Virginia, 1600. Florens non sopporta di stare a piedi nudi e chiede le scarpe a sua mamma che si arrabbia per queste “arie da signorina” ma cede e le lascia portare qualche calzatura buttata via da qualcuno, un tacco rotto o consumato, una fibbia sola. “Solo le donnacce portano i tacchi alti” e lei non avrà mai la pianta dei piedi forte, di cuoio duro e resistente come la vita richiede, ma solo piedi troppo morbidi, da signora portoghese. E mani da schiava. Ha circa sette o otto anni quando Senhor la cede al signore per onorare il suo debito: è sua madre a insistere perché lui la prenda, mentre tiene il fratellino piccolo in braccio appoggiato al fianco. Adesso ormai ha circa sedici anni e si mette in cammino per cercare lui, indossando gli stivali del signore pieni di fieno e cartocci di mais, e con una lettera che fa prurito infilata nelle calze. Sa leggere e scrivere, ma non la legge. La strada è lunga, estranea e pericolosa, ci sono gli orsi, uomini sconosciuti e uccelli giganti, più grossi delle vacche, ma Florens ha un compito preciso e importante, deve trovare lui e questo la rende felice e spaventata, perché tutto è nuovo e deve lasciare l’unica casa e le uniche persone che conosce, ma lui finalmente le poserà ancora il mento tra i capelli e lei respirerà contro la sua spalla...

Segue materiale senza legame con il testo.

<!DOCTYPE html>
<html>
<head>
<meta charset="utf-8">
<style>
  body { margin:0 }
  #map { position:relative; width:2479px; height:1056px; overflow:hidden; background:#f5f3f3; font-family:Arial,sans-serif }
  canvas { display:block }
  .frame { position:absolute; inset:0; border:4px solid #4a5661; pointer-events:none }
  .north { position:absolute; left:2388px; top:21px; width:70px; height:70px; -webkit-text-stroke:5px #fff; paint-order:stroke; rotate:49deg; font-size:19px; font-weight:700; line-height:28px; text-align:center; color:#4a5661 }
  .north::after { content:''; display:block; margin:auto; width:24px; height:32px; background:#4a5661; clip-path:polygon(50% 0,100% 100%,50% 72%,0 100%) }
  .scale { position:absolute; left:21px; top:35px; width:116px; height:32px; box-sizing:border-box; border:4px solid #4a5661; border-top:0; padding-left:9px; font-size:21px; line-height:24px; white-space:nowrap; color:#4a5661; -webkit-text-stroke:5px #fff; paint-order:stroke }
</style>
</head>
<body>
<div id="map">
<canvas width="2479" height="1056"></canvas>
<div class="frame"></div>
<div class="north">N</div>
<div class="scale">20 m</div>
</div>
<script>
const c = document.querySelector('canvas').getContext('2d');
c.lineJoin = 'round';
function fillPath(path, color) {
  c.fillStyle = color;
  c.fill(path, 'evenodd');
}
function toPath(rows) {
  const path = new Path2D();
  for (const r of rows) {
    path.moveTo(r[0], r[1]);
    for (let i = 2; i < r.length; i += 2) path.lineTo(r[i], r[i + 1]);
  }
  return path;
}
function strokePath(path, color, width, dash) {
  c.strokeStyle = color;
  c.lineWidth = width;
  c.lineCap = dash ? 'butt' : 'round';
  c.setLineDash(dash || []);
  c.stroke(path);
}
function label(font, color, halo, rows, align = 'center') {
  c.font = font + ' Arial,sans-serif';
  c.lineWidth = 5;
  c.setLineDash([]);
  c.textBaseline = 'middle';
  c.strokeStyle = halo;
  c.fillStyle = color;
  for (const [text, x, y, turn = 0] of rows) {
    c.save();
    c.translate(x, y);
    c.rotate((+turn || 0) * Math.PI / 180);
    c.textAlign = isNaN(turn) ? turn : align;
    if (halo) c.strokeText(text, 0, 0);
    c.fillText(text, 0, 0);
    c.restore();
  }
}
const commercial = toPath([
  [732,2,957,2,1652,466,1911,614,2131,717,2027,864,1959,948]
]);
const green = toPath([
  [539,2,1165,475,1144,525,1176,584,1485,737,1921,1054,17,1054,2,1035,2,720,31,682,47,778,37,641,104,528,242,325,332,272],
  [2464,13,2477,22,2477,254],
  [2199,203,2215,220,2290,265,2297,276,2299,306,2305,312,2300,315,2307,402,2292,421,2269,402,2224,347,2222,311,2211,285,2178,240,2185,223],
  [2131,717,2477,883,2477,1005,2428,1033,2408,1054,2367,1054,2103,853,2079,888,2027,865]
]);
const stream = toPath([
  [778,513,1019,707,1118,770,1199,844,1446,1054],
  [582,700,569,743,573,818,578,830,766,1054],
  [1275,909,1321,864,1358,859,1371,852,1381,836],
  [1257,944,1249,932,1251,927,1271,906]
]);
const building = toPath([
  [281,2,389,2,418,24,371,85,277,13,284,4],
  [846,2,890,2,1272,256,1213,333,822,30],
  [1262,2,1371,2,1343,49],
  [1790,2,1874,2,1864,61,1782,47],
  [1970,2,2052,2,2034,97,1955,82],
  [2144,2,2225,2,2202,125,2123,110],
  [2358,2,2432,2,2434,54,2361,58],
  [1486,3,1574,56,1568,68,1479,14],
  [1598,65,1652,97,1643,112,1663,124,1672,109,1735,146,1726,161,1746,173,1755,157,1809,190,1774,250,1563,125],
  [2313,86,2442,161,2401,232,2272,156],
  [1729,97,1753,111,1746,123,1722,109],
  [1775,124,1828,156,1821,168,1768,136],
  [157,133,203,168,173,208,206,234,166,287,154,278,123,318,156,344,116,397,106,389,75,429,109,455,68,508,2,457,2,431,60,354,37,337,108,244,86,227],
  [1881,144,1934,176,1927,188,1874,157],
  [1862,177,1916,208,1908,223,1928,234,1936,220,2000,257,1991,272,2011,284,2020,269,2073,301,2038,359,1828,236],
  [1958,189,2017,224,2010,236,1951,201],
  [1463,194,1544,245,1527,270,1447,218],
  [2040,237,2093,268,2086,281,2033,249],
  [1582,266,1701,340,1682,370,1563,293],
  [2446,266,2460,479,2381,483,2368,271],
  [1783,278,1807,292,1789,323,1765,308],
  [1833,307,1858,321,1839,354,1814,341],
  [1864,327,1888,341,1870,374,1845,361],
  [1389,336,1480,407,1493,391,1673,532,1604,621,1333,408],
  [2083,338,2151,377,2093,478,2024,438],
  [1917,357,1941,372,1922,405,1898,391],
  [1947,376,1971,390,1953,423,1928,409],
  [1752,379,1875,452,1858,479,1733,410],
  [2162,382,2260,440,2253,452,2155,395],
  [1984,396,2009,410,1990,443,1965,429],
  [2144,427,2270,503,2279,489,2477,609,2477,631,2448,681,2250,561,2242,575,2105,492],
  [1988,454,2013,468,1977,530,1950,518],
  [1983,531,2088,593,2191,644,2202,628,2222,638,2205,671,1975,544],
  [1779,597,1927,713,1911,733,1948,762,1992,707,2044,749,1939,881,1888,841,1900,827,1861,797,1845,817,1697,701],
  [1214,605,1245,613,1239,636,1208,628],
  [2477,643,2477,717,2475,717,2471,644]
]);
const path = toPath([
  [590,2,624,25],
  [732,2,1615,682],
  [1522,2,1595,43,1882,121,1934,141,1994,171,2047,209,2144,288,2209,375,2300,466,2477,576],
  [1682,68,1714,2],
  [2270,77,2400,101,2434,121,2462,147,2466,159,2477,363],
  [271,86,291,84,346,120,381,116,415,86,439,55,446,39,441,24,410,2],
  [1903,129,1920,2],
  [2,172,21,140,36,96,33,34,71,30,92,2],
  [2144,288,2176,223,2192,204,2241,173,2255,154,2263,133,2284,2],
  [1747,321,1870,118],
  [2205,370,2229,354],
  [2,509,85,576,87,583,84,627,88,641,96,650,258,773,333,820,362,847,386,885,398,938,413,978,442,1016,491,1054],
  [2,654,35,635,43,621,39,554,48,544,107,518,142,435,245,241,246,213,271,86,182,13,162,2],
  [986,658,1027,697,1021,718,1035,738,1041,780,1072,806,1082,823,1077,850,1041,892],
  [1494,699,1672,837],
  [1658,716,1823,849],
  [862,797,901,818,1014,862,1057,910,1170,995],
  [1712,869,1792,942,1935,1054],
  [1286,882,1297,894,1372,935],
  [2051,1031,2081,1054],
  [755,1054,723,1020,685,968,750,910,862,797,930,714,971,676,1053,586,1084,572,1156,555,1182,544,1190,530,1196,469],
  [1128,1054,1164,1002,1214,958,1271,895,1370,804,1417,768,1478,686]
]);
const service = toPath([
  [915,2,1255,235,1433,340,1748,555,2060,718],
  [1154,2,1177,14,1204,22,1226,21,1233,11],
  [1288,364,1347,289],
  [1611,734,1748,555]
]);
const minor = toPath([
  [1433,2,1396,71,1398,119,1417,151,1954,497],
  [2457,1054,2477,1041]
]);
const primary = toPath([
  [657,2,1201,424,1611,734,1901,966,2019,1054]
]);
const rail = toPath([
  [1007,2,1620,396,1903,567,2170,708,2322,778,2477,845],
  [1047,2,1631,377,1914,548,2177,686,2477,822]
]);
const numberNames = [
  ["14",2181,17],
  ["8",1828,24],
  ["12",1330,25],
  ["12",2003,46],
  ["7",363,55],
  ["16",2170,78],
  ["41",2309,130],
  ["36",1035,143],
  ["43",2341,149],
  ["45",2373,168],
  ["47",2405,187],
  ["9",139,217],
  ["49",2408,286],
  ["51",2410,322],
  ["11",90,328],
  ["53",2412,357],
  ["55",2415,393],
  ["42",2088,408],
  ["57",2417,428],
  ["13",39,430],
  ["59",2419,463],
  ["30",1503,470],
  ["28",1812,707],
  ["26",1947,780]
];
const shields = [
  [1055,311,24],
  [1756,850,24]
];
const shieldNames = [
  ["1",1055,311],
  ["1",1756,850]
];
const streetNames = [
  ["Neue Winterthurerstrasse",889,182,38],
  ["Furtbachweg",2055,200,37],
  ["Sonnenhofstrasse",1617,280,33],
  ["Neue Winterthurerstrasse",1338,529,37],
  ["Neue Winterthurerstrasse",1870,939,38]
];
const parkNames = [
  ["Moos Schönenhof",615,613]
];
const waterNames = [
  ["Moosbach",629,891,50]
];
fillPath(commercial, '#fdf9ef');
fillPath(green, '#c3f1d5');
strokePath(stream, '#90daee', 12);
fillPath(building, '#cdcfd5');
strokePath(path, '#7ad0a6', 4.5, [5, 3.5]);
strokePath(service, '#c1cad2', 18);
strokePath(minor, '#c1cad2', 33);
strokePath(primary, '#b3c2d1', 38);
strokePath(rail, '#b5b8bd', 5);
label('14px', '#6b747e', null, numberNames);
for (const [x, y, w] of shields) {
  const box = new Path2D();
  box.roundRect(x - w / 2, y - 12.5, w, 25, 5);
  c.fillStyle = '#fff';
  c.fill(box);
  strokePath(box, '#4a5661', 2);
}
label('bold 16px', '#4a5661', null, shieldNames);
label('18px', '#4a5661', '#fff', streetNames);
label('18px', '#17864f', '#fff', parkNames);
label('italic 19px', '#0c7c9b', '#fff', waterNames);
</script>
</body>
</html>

Un romanzo breve ma estremamente suggestivo e intenso è Il dono, nel quale Toni Morrison lascia semplicemente parlare i suoi personaggi senza mediazione, ognuno con il proprio bagaglio culturale e la propria personalità: non sono precisamente delineati dal punto di vista estetico o caratteriale, ma al contrario sono invece perfettamente contestualizzati, ognuno con la propria storia e il proprio bagaglio di dolore e sofferenza. La narrazione infatti alterna capitoli in terza persona dedicati a personaggi diversi e altri in prima, dove a raccontare è Florens, con uno stile evocativo e orale, quasi onirico, come una scrittura per associazione di idee apparentemente nonsense. Non è una lettura semplice e scorrevole, anche per la struttura sintattica e grammaticale, ma superato il primo impatto diventa musicale, cantilenante e avvolgente, da narratore antico. Sa di tempi e luoghi lontani. La storia procede quindi in asincrono, ricostruita da angolazioni diverse: ogni punto di vista la arricchisce di dettagli. Un romanzo che evoca il dramma della schiavitù, non solo nel significato più evidente e raccontato, ma anche in altre forme meno esplicite come per esempio la sottomissione femminile, oppure la perdita di stimoli e obiettivi: “È sfiorire dentro che fa diventare schiavi e apre le porte a quello che è selvaggio”. Dolore, smarrimento, solitudine, sacrifici e sogni infranti, rinunce, amore, morte, incertezza nel futuro, abbandono, malattia, disperazione, ignoranza, povertà la rendono un’opera forte e impattante. “Ricevere il dominio su un altro è difficile; lottare per il dominio su un altro è sbagliato; cedere il dominio di sé a un altro è male”.